哭累了,满星停下了哭,躺了下来,喃喃道:“我累了,我要好好休息一下,我还得赚钱,老大老二的仕途还要用很多的银子打点。”
卫承启心里一暖,都这样了,娘心里还想着他们:“娘,银子够用就行了。”
“那不行的,没有银子老二要是去贪污怎么办?他要是变坏了,肯定会坏到底。”满星迷迷糊糊的说着昏睡了过去。
卫承启的脸臭了半响才苦笑了下,没想这个娘还担心的着他会变坏,他哪里有这么坏?
重新去洗了汗巾给娘换上,许是哭的太凶,眼皮都肿了,卫承启又给娘擦了擦脸,将汗巾放回面盆里:“来人。”

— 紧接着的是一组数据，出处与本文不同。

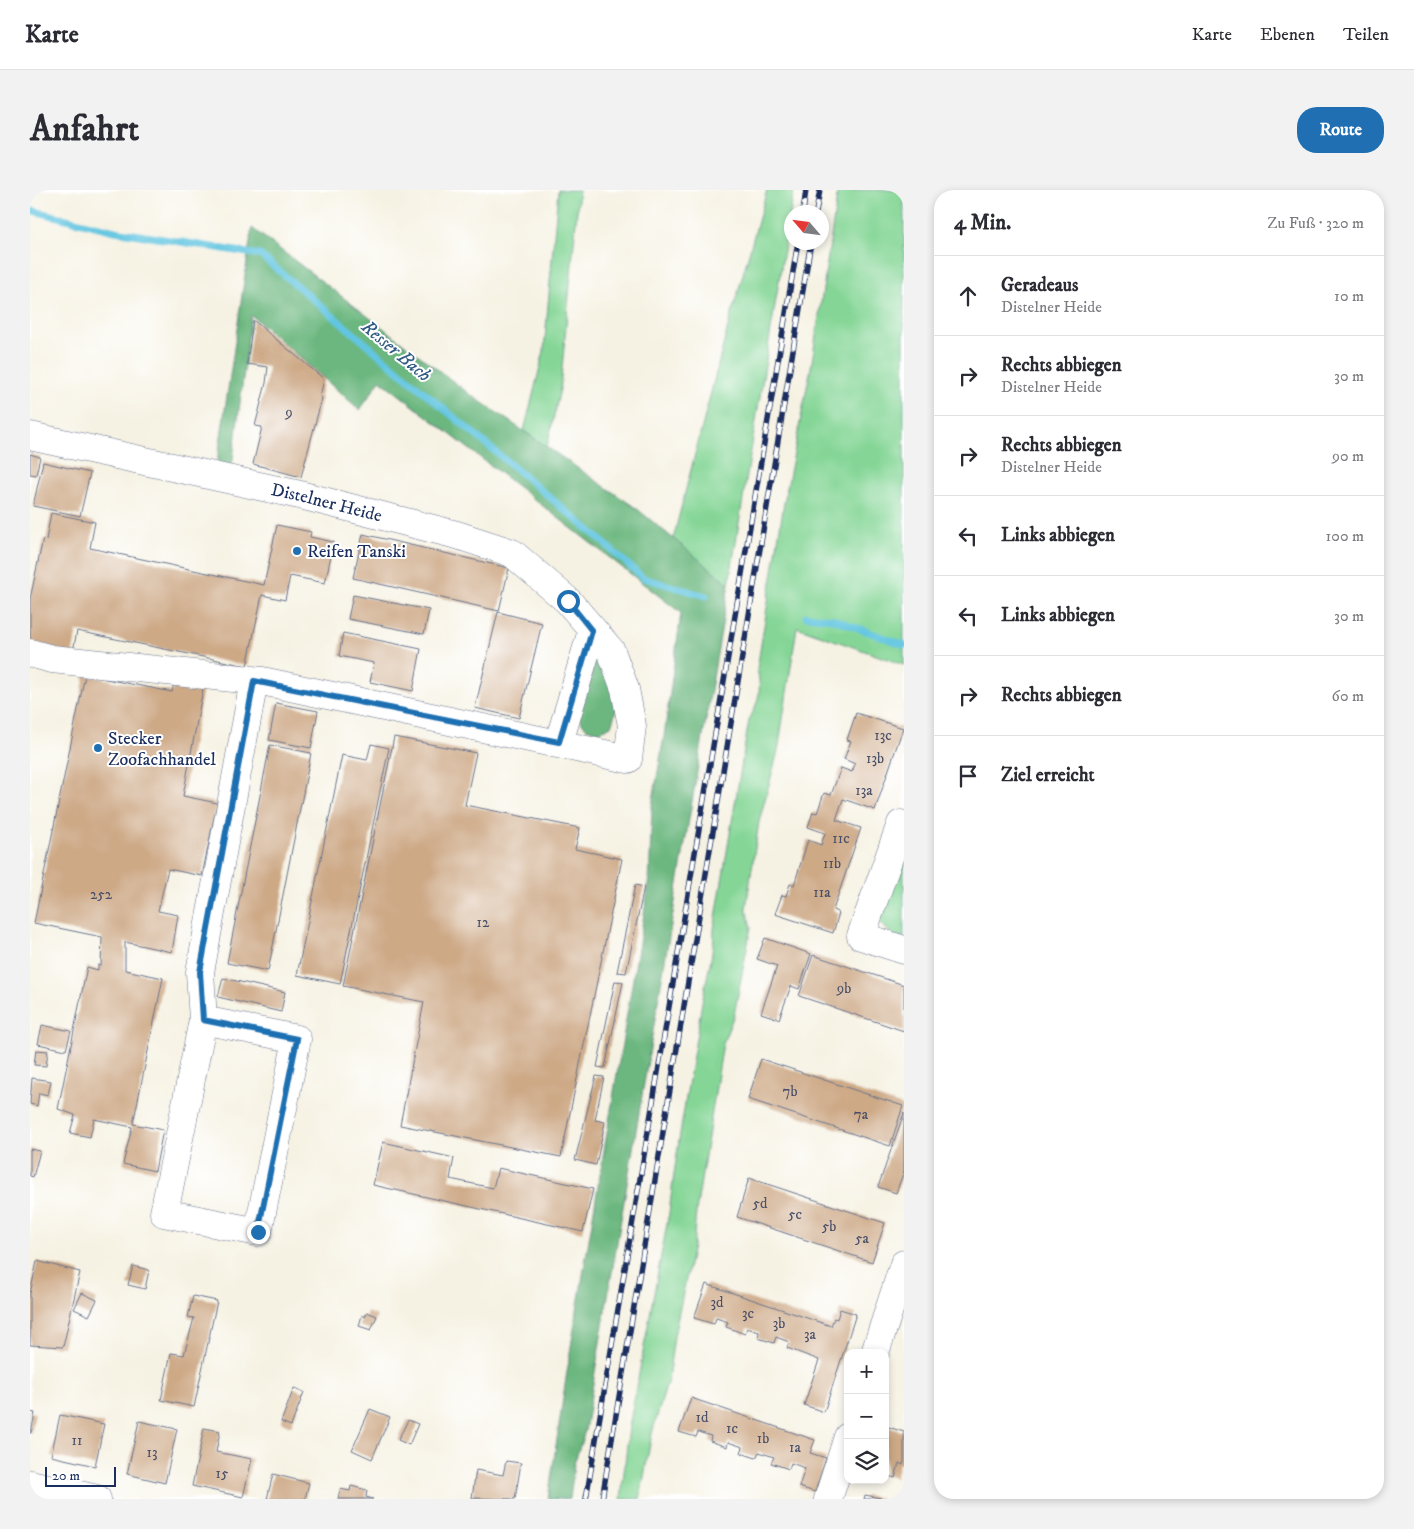 <!DOCTYPE html>
<html lang="de">
<meta charset="utf-8">
<style>
body{margin:0;font-family:"IM FELL DW Pica",serif;background:#f2f2f3;color:#2b2b33}
.controls{position:absolute;right:15px;bottom:15px;display:grid;overflow:hidden;border-radius:10px;box-shadow:0 2px 8px #0003}
.controls button{width:45px;height:45px;display:grid;place-items:center;padding:0;border:0;border-bottom:1px solid #e1e1e2;background:#fff;color:#2b2b33;font:25px sans-serif}
.compass{position:absolute;left:754px;top:15px;width:45px;height:45px;border-radius:50%;background:#fff;box-shadow:0 2px 8px #0003;rotate:298deg}
.scale{position:absolute;left:15px;bottom:12px;width:71px;box-sizing:border-box;padding-left:5px;border:2px solid #1b2f5e;border-top:0;font-size:14px;line-height:18px;white-space:nowrap;color:#1b2f5e;-webkit-text-stroke:4px #fff;paint-order:stroke}
.stop{position:absolute;width:15px;height:15px;margin:-11px;border:4px solid #1f6fb2;border-radius:50%;background:#fff}
.stop.end{background:#1f6fb2;border-color:#fff;box-shadow:0 1px 5px #0008}
.list{margin:0;padding:0;list-style:none}
h2{display:flex;justify-content:space-between;align-items:center;height:65px;margin:0;padding:0 20px;font-size:21px}
h2 small{font-size:16px;font-weight:400;color:#7c7c81}
.list li{display:grid;grid-template-columns:32px 1fr auto;gap:15px;align-items:center;box-sizing:border-box;height:80px;padding:0 20px;border-top:1px solid #e1e1e2}
.list b{display:block;font-size:19px;white-space:nowrap}
.list p{margin:0;font-size:16px;white-space:nowrap;color:#7c7c81}
.list em{font-size:16px;font-style:normal;color:#7c7c81}
.icon{flex:none;width:28px;height:28px;fill:none;stroke:currentColor;stroke-width:2;stroke-linecap:round;stroke-linejoin:round}
.map{position:relative;flex:none;width:874px;height:1309px;overflow:hidden;border-radius:20px}
header{display:flex;align-items:center;gap:30px;box-sizing:border-box;height:70px;padding:0 25px;background:#fff;border-bottom:1px solid #e1e1e2}
header strong{font-size:24px}
nav{display:flex;gap:28px;margin-inline-start:auto;font-size:18px}
.intro{display:flex;align-items:center;justify-content:space-between;box-sizing:border-box;height:120px;padding:0 30px}
h1{margin:0;font-size:35px}
.button{padding:12px 22px;border-radius:20px;background:#1f6fb2;color:#fff;font-size:18px;font-weight:700}
main{display:flex;gap:30px;padding:0 30px}
aside{flex:1;background:#fff;border-radius:20px;box-shadow:0 2px 8px #0003}
.map>svg:first-child{display:block}
.green{fill:#85d696;stroke:#50827a}
.forest{fill:#6cb77f;stroke:#44736e}
.lines{fill:none;stroke-linecap:round;stroke-linejoin:round}
.stream{stroke:#63c6e1;stroke-width:7}
.building{fill:#cda986}
.minor-casing{stroke:#68738d;stroke-width:29}
.minor{stroke:#fff;stroke-width:28}
.rail-casing{stroke:#1b2f5e;stroke-width:5.5}
.rail{stroke:#fff;stroke-width:4;stroke-dasharray:11;stroke-linecap:butt}
.route{stroke:#1f6fb2;stroke-width:6}
.poi-dot{fill:#1f6fb2;stroke:#fff;stroke-width:2}
.labels{text-anchor:middle;stroke-width:4;stroke-linejoin:round;paint-order:stroke}
.number-label{font-size:15px;fill:#484e68}
.street-label{font-size:18px;fill:#1b2f5e;stroke:#fff}
.poi-label{font-size:18px;fill:#1b2f5e;stroke:#fff;text-anchor:start}
.water-label{font-size:19px;font-style:italic;fill:#315c85;stroke:#fff}
</style>
<header>
<strong>Karte</strong>
<nav><a>Karte</a><a>Ebenen</a><a>Teilen</a></nav>
</header>
<div class="intro"><h1>Anfahrt</h1><a class="button">Route</a></div>
<main>
<div class="map">
<svg width="874" height="1309" viewBox="0 0 874 1309">
<rect width="100%" height="100%" fill="#fff"/>
<filter id="ink" filterUnits="userSpaceOnUse"><feTurbulence type="fractalNoise" baseFrequency=".02" numOctaves="2"/><feDisplacementMap in="SourceGraphic" scale="10" xChannelSelector="R" yChannelSelector="G"/><feConvolveMatrix kernelMatrix="1 2 1 2 8 2 1 2 1" color-interpolation-filters="sRGB"/></filter>
<filter id="wash" filterUnits="userSpaceOnUse"><feTurbulence type="fractalNoise" baseFrequency=".0096" numOctaves="4" result="noise"/><feDisplacementMap in="SourceGraphic" scale="20" xChannelSelector="R" yChannelSelector="G"/><feGaussianBlur stdDeviation="1.12" result="paint"/><feColorMatrix in="noise" values="0 0 0 0 0 0 0 0 0 0 0 0 0 0 0 0 0 1.4 0 .05"/><feComposite in="paint" operator="in"/></filter>
<g filter="url(#wash)">
<rect width="100%" height="100%" fill="#f6f2e3"/>
<path class="green" d="M 528,0 L 549,0 L 530,199 L 517,257 L 494,241 L 514,161 Z
M 737,0 L 764,0 L 699,394 L 643,349 L 699,133 Z
M 808,0 L 874,0 L 874,475 L 767,437 L 748,561 L 729,632 L 716,718 L 721,737 L 704,825 L 693,853 L 666,1022 L 663,1056 L 644,1146 L 638,1190 L 622,1243 L 610,1309 L 591,1309 L 599,1237 L 639,1023 C 647,954 660,886 671,818 C 675,791 684,766 684,739 L 719,530 C 729,512 732,499 727,479 L 754,313 L 782,172 Z
M 874,653 L 874,748 L 863,745 L 847,730 Z"/>
<path class="forest" d="M 222,38 L 441,205 L 606,318 L 699,394 L 555,1241 L 544,1274 L 540,1309 L 518,1309 L 539,1168 L 619,694 L 622,616 L 634,546 L 651,423 L 350,190 L 330,220 L 221,125 L 202,277 L 187,273 Z
M 566,465 L 572,470 L 587,518 L 581,536 L 569,542 L 556,538 L 549,528 Z"/>
<g class="lines">
<path class="stream" d="M 0,20 L 85,41 L 230,65 L 566,346 L 613,388 L 676,406
M 776,426 L 803,429 L 874,455"/>
</g>
<g id="blocks">
<path class="building" d="M 223,130 L 294,189 L 290,207 L 292,208 L 271,287 L 223,274 L 232,237 L 225,236 L 236,193 L 238,177 L 217,174 Z
M 0,264 L 10,267 L 6,285 L 0,284 Z
M 13,272 L 60,283 L 50,326 L 3,316 Z
M 21,323 L 65,332 L 60,358 L 234,395 L 247,335 L 281,342 L 280,347 L 304,352 L 295,393 L 260,386 L 255,410 L 232,405 L 217,476 L 47,441 L 42,466 L 0,451 L 0,409 L 13,349 L 16,350 Z
M 333,344 L 479,378 L 469,421 L 323,388 Z
M 323,405 L 399,420 L 394,444 L 318,429 Z
M 468,422 L 512,433 L 489,528 L 445,518 Z
M 313,443 L 391,459 L 383,501 L 340,492 L 344,473 L 309,466 Z
M 55,485 L 142,502 L 144,493 L 173,499 L 153,606 L 187,613 L 172,686 L 138,679 L 128,721 L 148,725 L 142,762 L 95,752 L 95,780 L 133,788 L 103,934 L 133,940 L 125,981 L 93,974 L 102,937 L 64,929 L 60,947 L 40,943 L 45,925 L 28,919 L 57,777 L 68,780 L 68,775 L 71,776 L 72,747 L 4,733 Z
M 246,513 L 288,521 L 281,558 L 239,550 Z
M 826,523 L 873,538 L 845,620 L 813,609 L 806,630 L 831,638 L 803,720 L 809,723 L 803,743 L 745,724 L 752,705 L 756,706 L 760,694 L 764,695 L 778,650 L 791,655 L 795,643 L 778,637 L 783,622 L 787,623 L 794,603 L 801,605 L 811,578 L 822,582 L 825,574 L 814,569 L 821,551 L 817,550 Z
M 364,547 L 446,563 L 435,615 L 550,638 L 545,659 L 592,669 L 531,967 L 370,935 L 394,812 L 313,796 Z
M 341,554 L 359,558 L 310,794 L 267,785 L 312,565 L 337,570 Z
M 240,555 L 281,563 L 238,781 L 197,773 Z
M 605,695 L 614,697 L 596,783 L 587,782 Z
M 735,748 L 781,764 L 769,799 L 761,796 L 749,829 L 731,823 L 747,776 L 727,769 Z
M 783,765 L 874,795 L 874,841 L 769,806 Z
M 193,788 L 255,802 L 251,822 L 188,807 Z
M 585,791 L 593,792 L 575,878 L 567,877 Z
M 12,835 L 41,841 L 36,860 L 8,854 Z
M 6,860 L 18,861 L 16,876 L 4,875 Z
M 731,869 L 873,916 L 860,956 L 718,909 Z
M 566,886 L 574,887 L 565,930 L 575,932 L 566,975 L 545,970 Z
M 2,888 L 21,891 L 18,905 L 9,903 L 7,916 L 0,914 Z
M 874,923 L 874,981 L 866,1003 L 848,997 Z
M 353,952 L 424,968 L 420,989 L 463,998 L 468,978 L 563,999 L 553,1042 L 343,995 Z
M 0,959 L 10,961 L 3,987 L 0,986 Z
M 719,988 L 855,1033 L 842,1072 L 707,1027 Z
M 7,1071 L 50,1082 L 33,1157 L 0,1155 L 0,1104 Z
M 103,1076 L 119,1080 L 115,1099 L 98,1095 Z
M 676,1094 L 801,1136 L 804,1128 L 807,1129 L 810,1119 L 826,1124 L 794,1222 L 774,1215 L 789,1170 L 757,1158 L 759,1152 L 746,1147 L 744,1153 L 728,1148 L 729,1142 L 717,1138 L 715,1144 L 696,1137 L 698,1132 L 686,1128 L 684,1134 L 664,1128 Z
M 52,1103 L 67,1110 L 59,1126 L 44,1119 Z
M 163,1106 L 187,1111 L 164,1217 L 131,1210 L 141,1163 L 154,1165 L 164,1128 L 158,1127 Z
M 337,1122 L 347,1126 L 341,1140 L 329,1136 L 332,1125 L 335,1127 Z
M 264,1198 L 274,1202 L 261,1236 L 251,1232 Z
M 661,1208 L 785,1250 L 780,1263 L 796,1268 L 785,1302 L 769,1297 L 775,1278 L 761,1273 L 759,1279 L 741,1273 L 744,1267 L 729,1262 L 726,1268 L 711,1263 L 713,1257 L 698,1252 L 697,1257 L 680,1251 L 681,1246 L 668,1242 L 666,1247 L 649,1242 Z
M 340,1219 L 360,1227 L 342,1269 L 322,1260 Z
M 0,1222 L 5,1223 L 1,1243 L 0,1243 Z
M 30,1225 L 74,1234 L 65,1276 L 21,1266 Z
M 378,1230 L 388,1234 L 379,1255 L 368,1250 Z
M 109,1231 L 147,1239 L 135,1293 L 97,1284 Z
M 855,1236 L 874,1242 L 874,1271 L 873,1275 L 869,1273 L 865,1288 L 855,1285 Z
M 174,1238 L 190,1241 L 186,1262 L 222,1269 L 213,1307 L 162,1296 Z
M 476,1271 L 491,1273 L 485,1309 L 442,1308 L 446,1280 L 473,1285 Z
M 243,1284 L 279,1293 L 275,1309 L 237,1309 Z
M 321,1296 L 337,1300 L 336,1307 L 343,1309 L 308,1309 L 310,1299 L 320,1301 Z
M 835,1305 L 851,1308 L 851,1309 L 834,1309 Z"/>
</g>
</g>
<g filter="url(#ink)">
<use href="#blocks" fill-opacity="0" stroke="#68738d" stroke-width="1"/>
<g class="lines">
<defs>
<g id="minor">
<path id="s1" d="M 0,246 L 270,305 L 427,345 L 482,363 L 538,411 L 581,461 L 595,499 L 602,536 L 598,569 L 232,491 L 22,469 L 0,463"/>
<path d="M 529,552 L 562,441"/>
<path d="M 874,635 L 871,634 L 831,746 L 874,760"/>
<path d="M 173,830 L 267,849 L 228,1042 L 134,1023 L 173,830 L 170,782 L 224,491"/>
<path d="M 845,1163 L 874,1074"/>
<path d="M 0,1294 L 67,1309"/>
<path d="M 798,1309 L 818,1247"/>
</g>
</defs>
<use href="#minor" class="minor-casing"/>
<use href="#minor" class="minor"/>
<defs>
<path id="rail" d="M 773,22 L 776,0
M 786,22 L 790,0
M 556,1309 L 768,52
M 572,1309 L 781,52"/>
</defs>
<use href="#rail" class="rail-casing"/>
<use href="#rail" class="rail"/>
</g>
</g>
<g class="lines" filter="url(#ink)">
<path class="route" d="M 228,1042 L 267,849 L 173,830 L 170,782 L 224,491 L 529,552 L 562,441 L 538,411"/>
</g>
<g class="poi-dot">
<circle cx="267" cy="361" r="5"/>
<circle cx="68" cy="558" r="5"/>
</g>
<g class="labels">
<g class="number-label">
<text x="259" y="227">9</text>
<text x="853" y="550">13c</text>
<text x="845" y="573">13b</text>
<text x="834" y="605">13a</text>
<text x="811" y="653">11c</text>
<text x="802" y="678">11b</text>
<text x="792" y="707">11a</text>
<text x="71" y="709">252</text>
<text x="453" y="737">12</text>
<text x="814" y="803">9b</text>
<text x="760" y="906">7b</text>
<text x="831" y="929">7a</text>
<text x="730" y="1018">5d</text>
<text x="765" y="1029">5c</text>
<text x="799" y="1041">5b</text>
<text x="832" y="1053">5a</text>
<text x="687" y="1117">3d</text>
<text x="718" y="1128">3c</text>
<text x="749" y="1138">3b</text>
<text x="780" y="1149">3a</text>
<text x="672" y="1232">1d</text>
<text x="702" y="1243">1c</text>
<text x="733" y="1253">1b</text>
<text x="47" y="1255">11</text>
<text x="765" y="1262">1a</text>
<text x="122" y="1267">13</text>
<text x="192" y="1288">15</text>
</g>
<g class="street-label">
<text dy="6" stroke="none"><textPath href="#s1" startOffset="304">Distelner Heide</textPath></text>
</g>
<g class="poi-label">
<text x="277" y="367">Reifen Tanski</text>
<text x="78" y="554">Stecker<tspan x="78" dy="21">Zoofachhandel</tspan></text>
</g>
<g class="water-label">
<text transform="translate(367 160) rotate(40)" y="7">Resser Bach</text>
</g>
</g>
</svg>
<div class="controls">
<button>+</button>
<button>−</button>
<button><svg class="icon" aria-label="layers" viewBox="0 0 24 24"><path d="M12 4l9 5-9 5-9-5zM3 14l9 5 9-5"/></svg></button>
</div>
<svg class="compass" viewBox="-18 -18 36 36"><path d="M0-13l5 13h-10z" fill="#e53935"/><path d="M0 13l5-13h-10z" fill="#7c7c81"/></svg>
<div class="scale">20 m</div>
<div class="stop" style="left:538px;top:411px"></div>
<div class="stop end" style="left:228px;top:1042px"></div>
</div>
<aside>
<h2>4 Min.<small>Zu Fuß · 320 m</small></h2>
<ul class="list">
<li><svg class="icon" aria-label="ahead" viewBox="0 0 24 24"><path d="M12 20V5M6 11l6-6 6 6"/></svg><div><b>Geradeaus</b><p>Distelner Heide</p></div><em>10 m</em></li>
<li><svg class="icon" aria-label="right" viewBox="0 0 24 24"><path d="M7 20v-9h11M14 6l5 5-5 5"/></svg><div><b>Rechts abbiegen</b><p>Distelner Heide</p></div><em>30 m</em></li>
<li><svg class="icon" aria-label="right" viewBox="0 0 24 24"><path d="M7 20v-9h11M14 6l5 5-5 5"/></svg><div><b>Rechts abbiegen</b><p>Distelner Heide</p></div><em>90 m</em></li>
<li><svg class="icon" aria-label="left" viewBox="0 0 24 24"><path d="M17 20v-9H6M10 6l-5 5 5 5"/></svg><div><b>Links abbiegen</b></div><em>100 m</em></li>
<li><svg class="icon" aria-label="left" viewBox="0 0 24 24"><path d="M17 20v-9H6M10 6l-5 5 5 5"/></svg><div><b>Links abbiegen</b></div><em>30 m</em></li>
<li><svg class="icon" aria-label="right" viewBox="0 0 24 24"><path d="M7 20v-9h11M14 6l5 5-5 5"/></svg><div><b>Rechts abbiegen</b></div><em>60 m</em></li>
<li><svg class="icon" aria-label="arrive" viewBox="0 0 24 24"><path d="M6 21V4h12l-3 4 3 4H6"/></svg><div><b>Ziel erreicht</b></div></li>
</ul>
</aside>
</main>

燕婶子走进来,看了老夫人一眼,见老夫人没事松了口气,她从没见过老夫人哭,断断续续的能听到老夫人在说话,但并不知道是在说什么。
“换干净的水来。”
“是。”
“燕婶子,今日的事告诉园子里的下人,待老夫人醒来之后谁也不许嚼舌根子,就当没这回事。乱说者不必求情,直接送去刑房。”卫承启道,也不知道娘会不会记得这一哭,若是记得,也定不希望别人提起,若是不记得,也好。
燕婶子点点头:“婢子知道了。已经亥时(晚21时至23时),二爷要去休息一会吗?”
看着昏睡中的娘一眼,卫承启道:“不用了,今夜我照顾着娘。去请大夫再来把一下脉吧。”
“是。”
不一会,大夫过来了,把了下脉,把完起身朝着卫承启一揖:“大人放心吧,老夫人还有些余热,天亮应该就能退了,再服个两天药,定能痊愈。”
想到娘所说药太苦,卫承启问道:“大夫,可听说过西药,或是中成药?”
大夫想了想,摇摇头:“恕老夫孤陋寡闻,未曾听过。”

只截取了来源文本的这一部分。